→ **Exercise requirements**:
Report every line of the entries that contains the word "from".

→ **Data under study**:
※ ※ ※

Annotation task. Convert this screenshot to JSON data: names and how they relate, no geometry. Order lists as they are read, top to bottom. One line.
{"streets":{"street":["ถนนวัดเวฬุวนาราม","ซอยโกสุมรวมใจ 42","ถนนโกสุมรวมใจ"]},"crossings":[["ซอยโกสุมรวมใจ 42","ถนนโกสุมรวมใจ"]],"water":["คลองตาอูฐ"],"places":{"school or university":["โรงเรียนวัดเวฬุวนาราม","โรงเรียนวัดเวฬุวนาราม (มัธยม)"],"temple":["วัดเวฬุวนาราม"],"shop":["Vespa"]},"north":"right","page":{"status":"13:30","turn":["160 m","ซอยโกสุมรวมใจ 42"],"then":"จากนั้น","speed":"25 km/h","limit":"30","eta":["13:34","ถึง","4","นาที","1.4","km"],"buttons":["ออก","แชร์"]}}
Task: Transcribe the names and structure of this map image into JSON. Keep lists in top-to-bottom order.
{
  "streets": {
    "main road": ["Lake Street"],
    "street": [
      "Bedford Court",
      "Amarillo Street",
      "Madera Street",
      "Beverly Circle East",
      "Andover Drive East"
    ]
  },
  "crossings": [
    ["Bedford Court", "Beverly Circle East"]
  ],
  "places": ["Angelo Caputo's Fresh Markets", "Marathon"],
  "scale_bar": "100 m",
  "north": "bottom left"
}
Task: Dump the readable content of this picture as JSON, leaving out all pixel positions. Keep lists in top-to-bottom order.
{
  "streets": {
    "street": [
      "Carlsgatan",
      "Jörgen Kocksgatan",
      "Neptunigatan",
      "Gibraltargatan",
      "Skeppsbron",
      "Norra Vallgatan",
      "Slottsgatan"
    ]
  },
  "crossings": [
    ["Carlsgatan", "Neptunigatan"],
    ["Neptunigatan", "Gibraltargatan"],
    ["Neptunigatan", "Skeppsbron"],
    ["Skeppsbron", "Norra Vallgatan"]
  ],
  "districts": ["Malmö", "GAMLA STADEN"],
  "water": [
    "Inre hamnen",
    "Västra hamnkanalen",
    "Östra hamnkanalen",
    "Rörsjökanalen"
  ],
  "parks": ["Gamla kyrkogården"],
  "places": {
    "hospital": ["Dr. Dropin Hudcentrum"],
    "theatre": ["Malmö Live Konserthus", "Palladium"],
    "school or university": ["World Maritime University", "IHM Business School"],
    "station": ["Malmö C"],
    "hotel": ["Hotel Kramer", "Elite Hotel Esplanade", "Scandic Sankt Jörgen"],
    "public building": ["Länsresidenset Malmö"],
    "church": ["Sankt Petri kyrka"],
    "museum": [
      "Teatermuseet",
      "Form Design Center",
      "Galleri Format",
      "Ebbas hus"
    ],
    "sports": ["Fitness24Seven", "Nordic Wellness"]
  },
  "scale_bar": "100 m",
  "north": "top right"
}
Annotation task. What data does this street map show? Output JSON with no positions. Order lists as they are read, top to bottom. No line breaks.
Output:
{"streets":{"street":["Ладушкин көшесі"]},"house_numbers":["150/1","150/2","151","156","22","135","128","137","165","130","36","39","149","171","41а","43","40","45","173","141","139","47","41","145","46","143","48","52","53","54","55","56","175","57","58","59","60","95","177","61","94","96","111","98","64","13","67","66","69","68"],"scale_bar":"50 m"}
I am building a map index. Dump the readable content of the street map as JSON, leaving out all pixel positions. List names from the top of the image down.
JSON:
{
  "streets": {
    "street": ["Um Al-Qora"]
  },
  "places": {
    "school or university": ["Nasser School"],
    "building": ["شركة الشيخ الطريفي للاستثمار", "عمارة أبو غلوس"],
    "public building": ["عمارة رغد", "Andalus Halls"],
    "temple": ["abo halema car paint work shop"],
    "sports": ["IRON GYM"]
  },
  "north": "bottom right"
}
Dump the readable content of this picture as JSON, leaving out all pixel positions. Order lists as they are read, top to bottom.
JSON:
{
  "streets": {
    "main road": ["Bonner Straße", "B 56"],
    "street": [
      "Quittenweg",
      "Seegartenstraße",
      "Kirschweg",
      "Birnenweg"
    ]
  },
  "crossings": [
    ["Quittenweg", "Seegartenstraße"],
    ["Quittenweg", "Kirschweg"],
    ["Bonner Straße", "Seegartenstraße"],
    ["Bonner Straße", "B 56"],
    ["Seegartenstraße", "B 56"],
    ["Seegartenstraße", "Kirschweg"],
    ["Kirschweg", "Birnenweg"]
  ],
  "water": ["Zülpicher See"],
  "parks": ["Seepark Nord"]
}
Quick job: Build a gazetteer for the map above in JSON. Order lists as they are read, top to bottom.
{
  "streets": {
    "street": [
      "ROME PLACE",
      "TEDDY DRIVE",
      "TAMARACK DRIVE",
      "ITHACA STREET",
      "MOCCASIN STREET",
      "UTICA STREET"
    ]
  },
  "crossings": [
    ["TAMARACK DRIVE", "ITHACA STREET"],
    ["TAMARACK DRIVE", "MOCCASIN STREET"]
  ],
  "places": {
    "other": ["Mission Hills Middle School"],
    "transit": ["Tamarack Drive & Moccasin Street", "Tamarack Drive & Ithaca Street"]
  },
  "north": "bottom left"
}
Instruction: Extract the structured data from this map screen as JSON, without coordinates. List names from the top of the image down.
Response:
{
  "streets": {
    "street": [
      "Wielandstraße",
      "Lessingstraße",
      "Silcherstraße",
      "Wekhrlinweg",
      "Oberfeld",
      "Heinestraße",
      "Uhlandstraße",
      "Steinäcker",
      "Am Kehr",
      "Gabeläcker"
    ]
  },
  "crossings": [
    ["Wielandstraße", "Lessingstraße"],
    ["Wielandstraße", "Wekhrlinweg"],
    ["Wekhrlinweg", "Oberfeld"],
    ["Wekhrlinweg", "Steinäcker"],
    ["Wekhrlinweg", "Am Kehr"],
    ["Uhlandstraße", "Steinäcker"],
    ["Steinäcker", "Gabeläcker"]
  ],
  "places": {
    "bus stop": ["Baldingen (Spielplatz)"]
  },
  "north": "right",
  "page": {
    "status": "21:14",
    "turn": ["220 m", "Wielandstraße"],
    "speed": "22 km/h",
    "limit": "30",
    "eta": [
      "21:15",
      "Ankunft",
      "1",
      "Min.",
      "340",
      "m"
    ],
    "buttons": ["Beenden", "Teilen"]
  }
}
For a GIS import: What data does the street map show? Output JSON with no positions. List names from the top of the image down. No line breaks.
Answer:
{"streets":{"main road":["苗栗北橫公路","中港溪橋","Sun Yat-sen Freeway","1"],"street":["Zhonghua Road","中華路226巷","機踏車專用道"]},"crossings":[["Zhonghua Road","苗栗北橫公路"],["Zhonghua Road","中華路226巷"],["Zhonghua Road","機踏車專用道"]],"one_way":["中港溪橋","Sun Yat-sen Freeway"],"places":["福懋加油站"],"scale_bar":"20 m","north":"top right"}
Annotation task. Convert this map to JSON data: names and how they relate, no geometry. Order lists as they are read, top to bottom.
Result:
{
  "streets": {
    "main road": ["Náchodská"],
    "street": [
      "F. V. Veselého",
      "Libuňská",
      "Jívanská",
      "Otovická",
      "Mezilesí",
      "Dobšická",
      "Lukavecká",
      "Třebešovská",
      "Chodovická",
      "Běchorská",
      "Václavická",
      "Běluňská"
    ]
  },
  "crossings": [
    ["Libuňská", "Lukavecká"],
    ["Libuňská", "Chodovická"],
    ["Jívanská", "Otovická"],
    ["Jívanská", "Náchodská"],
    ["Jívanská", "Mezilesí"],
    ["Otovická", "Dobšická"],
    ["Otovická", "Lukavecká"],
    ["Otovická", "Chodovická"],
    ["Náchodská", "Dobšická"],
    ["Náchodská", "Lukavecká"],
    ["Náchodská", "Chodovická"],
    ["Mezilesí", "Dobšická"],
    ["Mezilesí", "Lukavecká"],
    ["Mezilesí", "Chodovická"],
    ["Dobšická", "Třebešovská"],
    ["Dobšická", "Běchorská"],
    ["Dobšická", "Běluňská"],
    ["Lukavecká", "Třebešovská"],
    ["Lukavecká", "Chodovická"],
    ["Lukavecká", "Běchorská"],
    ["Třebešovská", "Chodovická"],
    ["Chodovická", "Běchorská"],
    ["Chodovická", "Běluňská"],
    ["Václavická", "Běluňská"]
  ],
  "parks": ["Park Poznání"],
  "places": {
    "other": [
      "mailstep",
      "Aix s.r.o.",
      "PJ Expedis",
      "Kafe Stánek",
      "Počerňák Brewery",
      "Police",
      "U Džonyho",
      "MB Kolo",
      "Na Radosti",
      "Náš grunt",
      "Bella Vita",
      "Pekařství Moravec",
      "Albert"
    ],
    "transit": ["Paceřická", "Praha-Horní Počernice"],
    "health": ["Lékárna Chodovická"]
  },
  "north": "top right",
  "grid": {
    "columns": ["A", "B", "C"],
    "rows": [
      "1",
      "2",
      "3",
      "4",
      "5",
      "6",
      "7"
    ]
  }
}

※ ※ ※

→ **Answer space**:
I am building a map index. Dump the readable content of the street map as JSON, leaving out all pixel positions. List names from the top of the image down.
Instruction: Extract the structured data from this map screen as JSON, without coordinates. List names from the top of the image down.
For a GIS import: What data does the street map show? Output JSON with no positions. List names from the top of the image down. No line breaks.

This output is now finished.